- ACTION ITEM -
Beneath this instruction is a block of data; output from it exactly the lines that run from the one containing "ctx.save(); ctx.translate(x, y);" through the one containing "M107 346 179 423 217 454", inclusive.

[Start of Attachment]

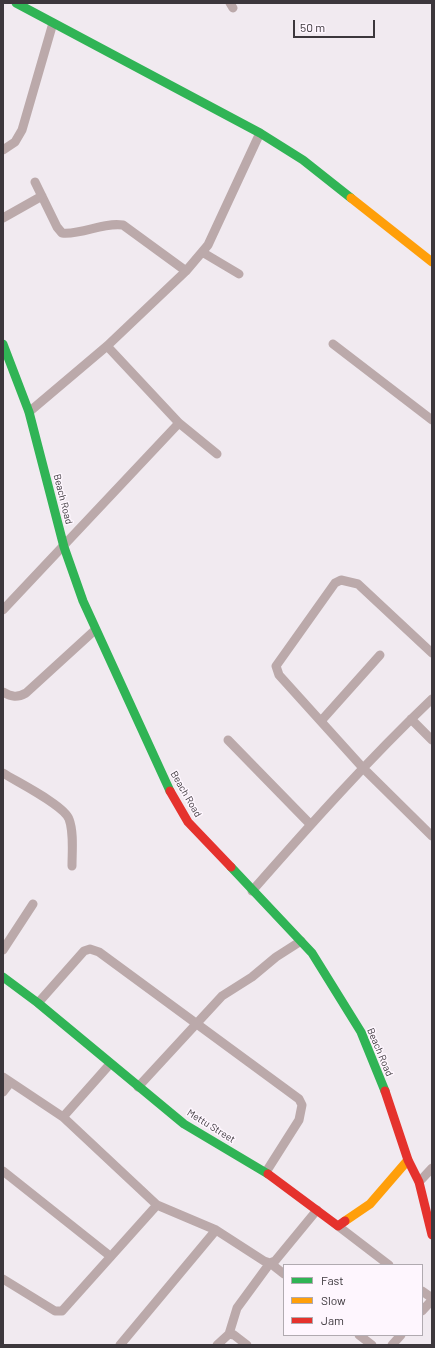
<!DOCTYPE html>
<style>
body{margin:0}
#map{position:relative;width:435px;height:1348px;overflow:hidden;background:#f1eaf0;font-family:Barlow,sans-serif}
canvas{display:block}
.frame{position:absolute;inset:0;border:4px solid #3c373c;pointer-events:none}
.legend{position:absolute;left:283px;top:1264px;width:140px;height:72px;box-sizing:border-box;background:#fef6fe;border:1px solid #b0aab0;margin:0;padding:5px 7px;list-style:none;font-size:12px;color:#3c373c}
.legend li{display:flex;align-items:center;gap:8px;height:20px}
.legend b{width:20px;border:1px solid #b0aab0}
.scale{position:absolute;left:293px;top:20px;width:82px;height:18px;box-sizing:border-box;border:2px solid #3c373c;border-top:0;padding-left:5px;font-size:12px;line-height:14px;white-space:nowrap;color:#3c373c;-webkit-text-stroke:3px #fef6fe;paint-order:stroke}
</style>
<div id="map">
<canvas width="435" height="1348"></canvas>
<div class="frame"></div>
<ul class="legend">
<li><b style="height:5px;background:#30b455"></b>Fast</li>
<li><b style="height:5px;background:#ff9f0a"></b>Slow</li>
<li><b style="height:5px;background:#e5322d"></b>Jam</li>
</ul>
<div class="scale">50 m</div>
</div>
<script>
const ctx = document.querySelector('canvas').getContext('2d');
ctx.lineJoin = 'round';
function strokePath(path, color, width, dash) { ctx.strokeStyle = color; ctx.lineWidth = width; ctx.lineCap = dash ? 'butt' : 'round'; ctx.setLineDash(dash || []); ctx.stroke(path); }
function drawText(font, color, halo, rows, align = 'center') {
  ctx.font = font + ' Barlow,sans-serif'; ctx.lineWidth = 3; ctx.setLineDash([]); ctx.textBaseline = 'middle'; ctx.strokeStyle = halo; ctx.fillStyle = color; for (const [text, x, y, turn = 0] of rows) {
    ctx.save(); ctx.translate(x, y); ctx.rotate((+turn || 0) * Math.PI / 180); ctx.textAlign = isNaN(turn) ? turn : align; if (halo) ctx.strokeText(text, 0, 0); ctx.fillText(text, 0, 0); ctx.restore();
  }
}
strokePath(new Path2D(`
 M230 3 233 8
 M3 150 15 142 22 130 53 23
 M35 182 57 227 62 233C83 235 102 222 123 225L186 271
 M3 218 42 196
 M202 252 239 274
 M333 344 432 420
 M107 346 179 423 217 454
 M29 412 107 346 186 271 208 245 260 133
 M3 610 179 423
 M432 653 358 584 341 580 335 583 276 666 279 675 363 768 432 836
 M3 692C12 697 17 698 26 693L95 630
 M411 719 432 740
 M321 721 380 655
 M228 740 310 824
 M3 773C17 782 64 805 69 819 74 832 72 851 72 866
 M252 891C310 825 368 760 432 699
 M3 950 33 904
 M38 1003 84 951 90 949 99 952 299 1099 302 1105 299 1120 266 1172
 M3 1077 63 1117 157 1205 216 1230 264 1261 270 1263 275 1261 317 1210
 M138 1087 222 996 252 977 276 957 301 941
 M3 1092 10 1083
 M63 1117 110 1064
 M3 1171 110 1256
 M419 1182 432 1168
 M338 1226 389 1265
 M3 1279 55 1311H62L157 1205
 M422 1291 432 1298
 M422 1311 432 1300
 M229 1334 237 1308 270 1263 284 1274
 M359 1335 372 1345
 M120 1345 216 1230
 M217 1345 229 1334 234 1335 247 1345
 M392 1345 401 1335`), '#bba9aa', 9);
strokePath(new Path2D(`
 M16 3 260 133 303 160 351 198
 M3 344 29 412 64 547 83 601 170 791
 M231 867 312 953 361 1032 385 1091
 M3 977 38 1003 184 1124 268 1174`), '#30b455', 9);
strokePath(new Path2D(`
 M351 198 432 262
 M345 1221 370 1204 408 1160`), '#ff9f0a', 9);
strokePath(new Path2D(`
 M170 791 188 822 231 867
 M385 1091 408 1160 419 1182 432 1235
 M268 1174 338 1226 345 1221`), '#e5322d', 9);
drawText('10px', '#3c373c', '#fef6fe', [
 ["Beach Road",63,499,76],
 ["Beach Road",186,794,60],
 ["Beach Road",380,1052,67],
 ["Mettu Street",211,1126,32]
]);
</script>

[End of Attachment]

- ANSWER -
    ctx.save(); ctx.translate(x, y); ctx.rotate((+turn || 0) * Math.PI / 180); ctx.textAlign = isNaN(turn) ? turn : align; if (halo) ctx.strokeText(text, 0, 0); ctx.fillText(text, 0, 0); ctx.restore();
  }
}
strokePath(new Path2D(`
 M230 3 233 8
 M3 150 15 142 22 130 53 23
 M35 182 57 227 62 233C83 235 102 222 123 225L186 271
 M3 218 42 196
 M202 252 239 274
 M333 344 432 420
 M107 346 179 423 217 454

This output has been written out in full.